Однако у Анненского, кроме Малларме, была и другая опора в его теоретических поисках и поэтической практике -

63

лингвистическая теория А. Потебни (кстати, тесно связанная с психологией).

Хорошо известно, что А.  Потебня - вслед за В. Гумбольдтом - полагал, что слово не является передатчиком мысли от человека к человеку, а 'возбуждает в другом его собственные мысли'. Слово, утверждал он, прежде всего 'объективирует мысль', создавая ее в качестве объекта для восприятия другого: 'Оно устанавливает между замкнутыми в себе личностями связь, не уравнивая их содержания, а, так сказать, настраивая их на гармонический лад'61. Анненский, безусловно, знакомый с лингвистическими идеями А. Потебни, в 1904 году писал А.Н. Веселовскому о том, что слово есть 'возбудитель, а не только выразитель мысли' (КО, 592). Точное филологическое понимание коммуникативной природы слова - вот что Анненский клал в основу собственной творческой практики и что заставляло его сопротивляться религиозно-философским спекуляциям Вячеслава Иванова.

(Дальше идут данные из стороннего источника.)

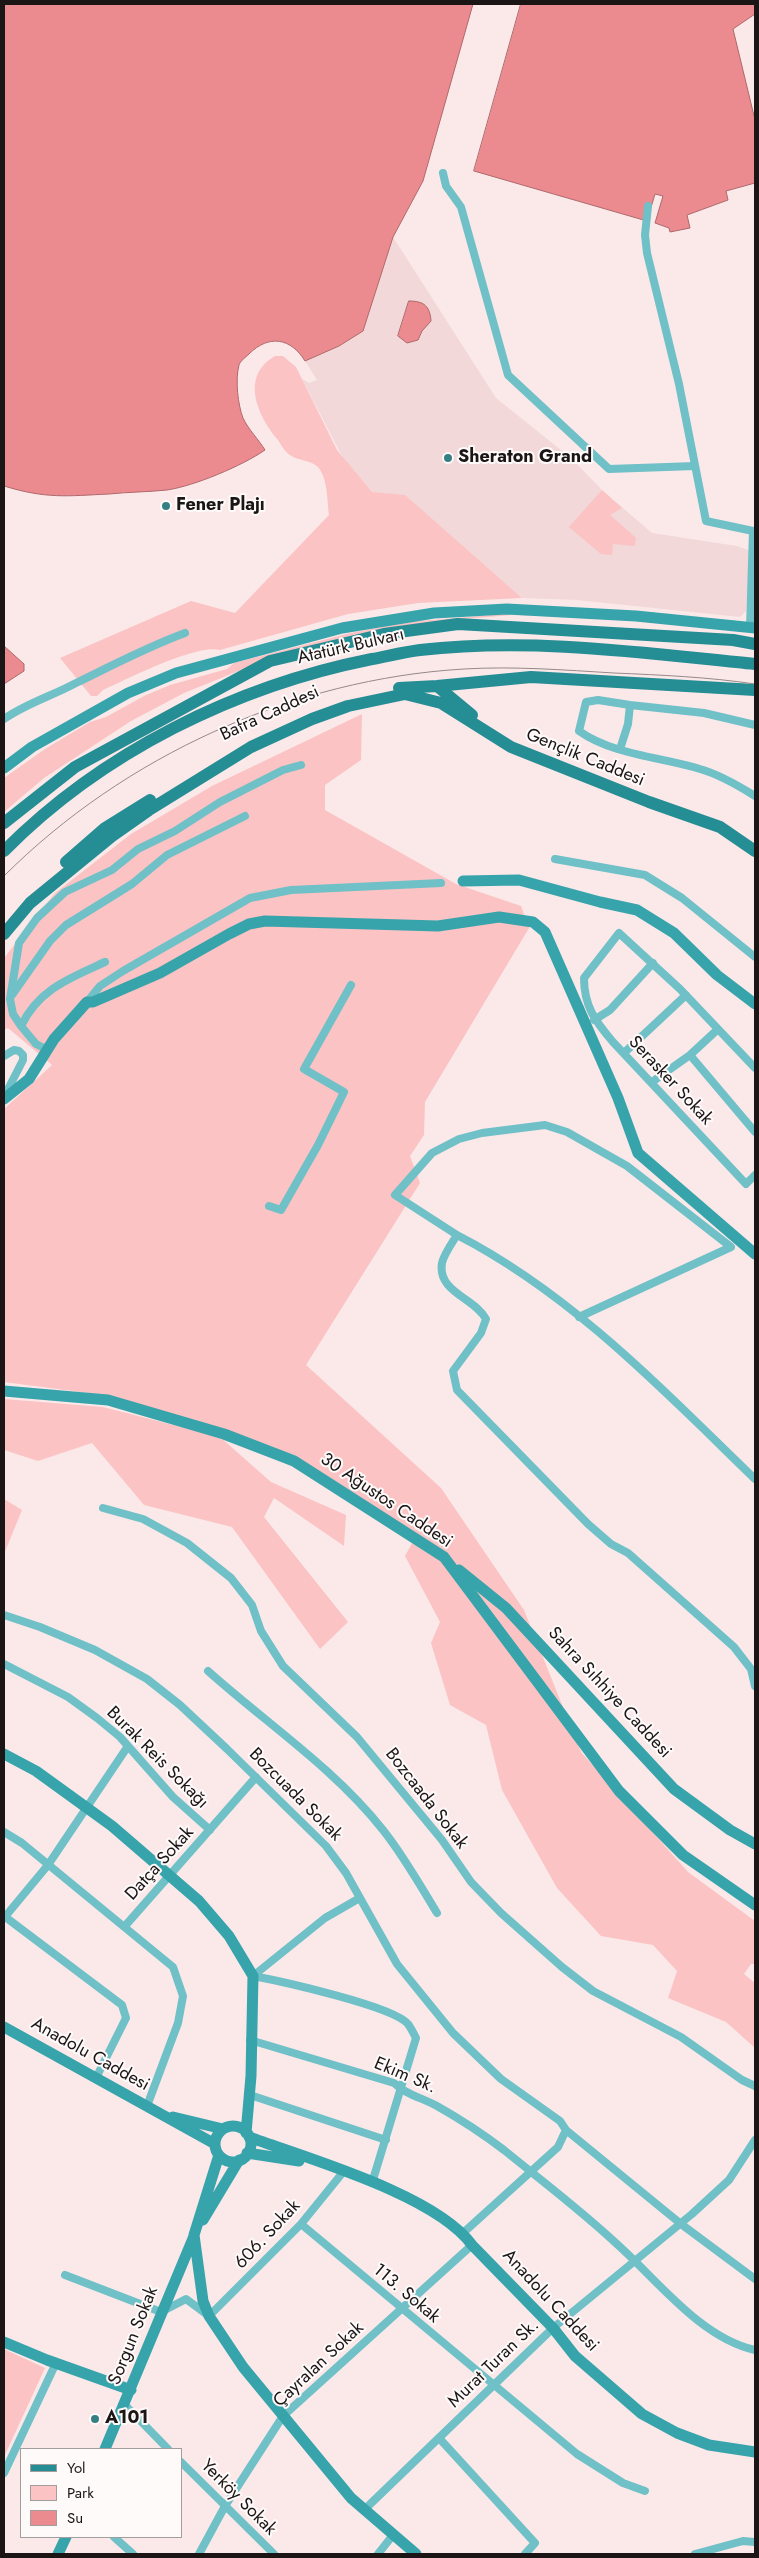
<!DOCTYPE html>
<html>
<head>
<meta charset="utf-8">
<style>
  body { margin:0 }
  #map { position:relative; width:759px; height:2558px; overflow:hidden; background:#fbe9e9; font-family:Jost,sans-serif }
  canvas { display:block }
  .frame { position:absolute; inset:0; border:5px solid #1b1515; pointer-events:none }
  .legend { position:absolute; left:20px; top:2448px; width:162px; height:90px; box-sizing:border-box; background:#fefafa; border:1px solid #a39e9e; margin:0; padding:6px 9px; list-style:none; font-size:15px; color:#1b1515 }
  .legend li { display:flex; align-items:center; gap:10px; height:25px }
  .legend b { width:25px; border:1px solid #a39e9e }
</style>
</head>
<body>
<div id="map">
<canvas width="759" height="2558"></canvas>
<div class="frame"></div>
<ul class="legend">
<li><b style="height:6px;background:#258d94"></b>Yol</li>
<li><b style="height:14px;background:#fbc3c3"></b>Park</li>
<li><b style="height:14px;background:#ec8b8f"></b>Su</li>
</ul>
</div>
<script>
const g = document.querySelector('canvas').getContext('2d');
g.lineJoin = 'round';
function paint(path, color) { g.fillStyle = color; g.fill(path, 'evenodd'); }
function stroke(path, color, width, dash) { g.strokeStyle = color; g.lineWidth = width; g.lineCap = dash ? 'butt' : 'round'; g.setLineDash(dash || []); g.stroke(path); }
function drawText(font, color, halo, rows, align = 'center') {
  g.font = font + ' Jost,sans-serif'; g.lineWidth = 4; g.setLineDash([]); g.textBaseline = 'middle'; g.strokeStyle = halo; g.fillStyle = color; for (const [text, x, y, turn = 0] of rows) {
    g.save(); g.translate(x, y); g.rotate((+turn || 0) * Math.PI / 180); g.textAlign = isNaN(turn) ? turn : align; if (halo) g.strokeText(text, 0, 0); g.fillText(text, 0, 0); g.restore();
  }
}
paint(new Path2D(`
  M393 237 496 398 571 458 602 490 652 533 737 546 750 551 746 611 740 617 577 600 522 598 405 496 372 492 344 460 302 379 309 383 317 380 305 361 339 346 363 331Z`), '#f2d8d8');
paint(new Path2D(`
  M275 356H283L296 367 337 450 372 492 405 495 522 598 418 603 348 614 220 650C195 644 128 679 103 690L97 696H91L60 658 191 601 235 613 329 515C327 500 328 479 318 467 311 460 298 461 290 455 285 452 281 445 278 440 257 415 240 376 275 356Z
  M602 490 622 508 610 515 636 538 635 546 613 544 612 555 601 554 569 527Z
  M504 614 571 617 512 615 463 619 241 670 184 693 131 721 44 778 4 812V778L45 749 90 722 106 717 144 696 170 685 227 669 234 663 350 633 408 622Z
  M362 714 361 760 325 785V810L456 884 521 906 529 928 425 1102 424 1135 410 1156 420 1183 306 1365 441 1488 524 1610 581 1752 688 1872 755 1921V1964H751L744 1974 755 1983V2048L726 2022 668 1998 677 1971 653 1945 601 1936 557 1888 502 1790 486 1725 450 1705 431 1643 440 1622 405 1556 416 1536 294 1455 103 1395 4 1382V1109L52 1065 8 1028 4 1030V958L55 893 131 834 212 786Z
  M4 1399 103 1407 220 1437 271 1482 346 1515 344 1546 274 1498 264 1517 348 1622 320 1649 232 1527 144 1505 92 1443 38 1461 4 1450Z
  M4 1499 22 1510 4 1554Z
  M4 2349 45 2368 4 2457Z`), '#fbc3c3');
const water = new Path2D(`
  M4 4H473L423 181 393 237 363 331 339 346 305 361C291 338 269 334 249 354 246 357 240 361 239 365 235 380 238 405 243 418 248 429 259 440 265 450 242 466 194 486 167 490 148 492 128 492 109 494 67 496 46 499 4 486Z
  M521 4H755V14L733 29 755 120V183L726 191 728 200 687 215 690 228 670 232 669 228 655 223 663 196 655 194 647 221 474 171Z
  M409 301C424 301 430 306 431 321L422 331 418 340 407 343 398 336Z
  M4 646 24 664V671L4 684Z`);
paint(water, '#ec8b8f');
stroke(water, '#ad686a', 1);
stroke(new Path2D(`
  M443 173 446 186 461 207 508 375 609 469 695 466
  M648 206 645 235 647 253 679 384 706 521 753 531 750 627
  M630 705 704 713 755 725
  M4 719C27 703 52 696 76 683 113 665 147 647 185 633
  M620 749 628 724 630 705 598 700 586 702 579 731C613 755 661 757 700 769 718 774 739 786 755 796
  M555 859 645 875 682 898 755 957
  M12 995 50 941 66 925 132 884 167 855 245 816
  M87 1002 100 986 123 971 250 898 291 890 441 883
  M594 1020 610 1010 653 963
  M21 1026C39 989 70 978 105 962
  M48 1050 36 1044 21 1026 13 1014 10 999 19 943 37 918 65 892 112 870 138 849 175 831 220 802 283 770 301 765
  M624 1053 686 995
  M690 1055 755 1132
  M4 1056 14 1050 19 1051 23 1055V1060L4 1097
  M755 1068 680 989 619 933 584 978C584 1006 595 1021 613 1042L746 1184 755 1175
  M652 1082 690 1055 717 1030
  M269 1206 281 1210 318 1145 344 1092 304 1069 351 985
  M457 1235C572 1294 664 1391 755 1479
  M579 1317 731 1247 627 1166 567 1132 545 1125 482 1133 459 1139 432 1153 395 1195 457 1235C452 1243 444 1254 442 1263 437 1292 475 1298 486 1319L481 1333 453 1371 457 1390 588 1524 611 1544 628 1553 734 1647 751 1669 755 1686
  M103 1508 143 1519 187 1543 231 1578 252 1605 261 1631 283 1666 357 1737 442 1840 471 1882 501 1913 562 1967 593 1991 681 2037 742 2080 755 2086
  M4 1615 40 1627 95 1650 147 1679 180 1705 227 1749 326 1846 346 1873 397 1964 453 2033 501 2079 560 2121 566 2130 681 2224 755 2279
  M4 1664 68 1697 97 1718 120 1737 173 1797 210 1830
  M208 1671C266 1723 334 1768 383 1830 403 1855 420 1885 437 1913
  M4 1832 22 1843 173 1967 183 1996 178 2023 147 2106
  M4 1916 122 2005 126 2018 96 2078
  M4 1918 48 1865 128 1746
  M125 1926 256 1777
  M253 1976C280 1981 393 2006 408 2024 411 2028 414 2034 416 2038L372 2183
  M253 1976 325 1918 358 1899
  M250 2040 394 2083C406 2095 423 2098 437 2106 460 2119 483 2134 504 2150 542 2181 582 2211 618 2245 658 2281 701 2338 755 2350
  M250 2095 386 2140
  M301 2224 577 2454 623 2483 645 2491
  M463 2233 558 2147 566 2130
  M65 2275 161 2312 186 2299 209 2316 301 2224 344 2171
  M125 2405 168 2449
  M439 2438 535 2543 525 2554
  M181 2462 274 2554
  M4 2473 56 2363
  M364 2510 553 2328 692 2214 729 2180 755 2140
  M114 2537 133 2554
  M199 2554 225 2506 283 2416 472 2245
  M378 2554 393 2535
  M695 2554 743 2541 755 2542`), '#6fc0c7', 8);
stroke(new Path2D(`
  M4 768 32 747 128 693 176 673 342 628 434 613 507 609 636 616 755 628
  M463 881 519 880 600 902 637 910 674 933 717 975 755 1004
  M4 1099 29 1079 54 1039 87 1002H93L160 973 229 934 249 924 265 921 438 926 499 917 533 922 545 932 618 1098 638 1153 755 1254
  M4 1391 108 1400 224 1434 294 1461 444 1557 619 1791 683 1855 755 1905
  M459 1570 506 1608 674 1789 730 1830 755 1844
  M4 1754 36 1771 112 1826 199 1901 229 1936 253 1976 251 2076 246 2133
  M4 2027 215 2144
  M173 2117 223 2129
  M215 2144a18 18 0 1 1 36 0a18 18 0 1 1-36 0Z
  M249 2137C309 2159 436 2195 472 2245L553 2328 575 2356 642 2414 677 2433 709 2445 755 2452
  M247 2153 299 2161
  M219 2155 194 2235 203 2301 209 2316 243 2367 351 2498 416 2554
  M203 2220 239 2160
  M4 2342 47 2360 131 2390
  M105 2449 194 2236
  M58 2554 66 2537`), '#37a4ac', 11);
stroke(new Path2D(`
  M437 686 472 715
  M399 688 437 686 531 677 755 690
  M4 823 75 767 270 661 384 634 458 624 733 640 755 644
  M4 851C102 752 236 686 372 659 388 656 404 652 420 650 531 637 645 653 755 664
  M66 862 105 828 150 800
  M4 934 30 903 112 836 149 810 251 747 312 719 348 706 405 694 441 703 511 747 649 802 720 827 755 851`), '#258d94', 12);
stroke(new Path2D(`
  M4 876C124 756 293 679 464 669 514 666 564 670 614 673 661 675 708 677 755 684`), '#958888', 1);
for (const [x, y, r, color] of [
  [448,458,5,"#367f84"],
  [166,506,5,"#367f84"],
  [95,2419,5,"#367f84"]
]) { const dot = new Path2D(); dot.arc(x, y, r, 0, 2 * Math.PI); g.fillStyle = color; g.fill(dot); stroke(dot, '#fefafa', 2); }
drawText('bold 18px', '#1b1515', '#fefafa', [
  ["Sheraton Grand",458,458],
  ["Fener Plajı",176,506],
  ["A101",105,2419]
], 'left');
drawText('18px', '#1b1515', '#fefafa', [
  ["Atatürk Bulvarı",351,647,-13],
  ["Bafra Caddesi",270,714,-25],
  ["Gençlik Caddesi",585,758,22],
  ["Serasker Sokak",670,1081,47],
  ["30 Ağustos Caddesi",386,1501,34],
  ["Sahra Sıhhiye Caddesi",609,1693,47],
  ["Burak Reis Sokağı",157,1758,45],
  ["Bozcuada Sokak",295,1795,45],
  ["Bozcaada Sokak",426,1799,52],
  ["Datça Sokak",160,1864,-48],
  ["Anadolu Caddesi",90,2055,29],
  ["Ekim Sk.",405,2076,23],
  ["606. Sokak",268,2235,-47],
  ["113. Sokak",406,2294,40],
  ["Anadolu Caddesi",550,2301,47],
  ["Sorgun Sokak",134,2336,-68],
  ["Murat Turan Sk.",494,2364,-44],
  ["Çayralan Sokak",319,2365,-43],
  ["Yerköy Sokak",238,2498,45]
]);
</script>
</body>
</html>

Анненский настаивал на том, что стихи должны стать 'возбуждением в читателе творческого настроения, которое должно помочь ему опытом личных воспоминаний 'восполнить недосказанность пьесы' (КО, 102). Развивая ассоциативные возможности поэтического слова (а здесь для него во многом решающим был опыт Тютчева и Фета), Анненский апеллировал к читательской способности 'вторичного синтеза'. Говоря по-иному, стихотворение возбуждало в читателе аналогичное собственное переживание, и, таким образом, поэзия открывала надличное поле сознания, в котором происходила встреча индивидуумов изнутри их общего опыта.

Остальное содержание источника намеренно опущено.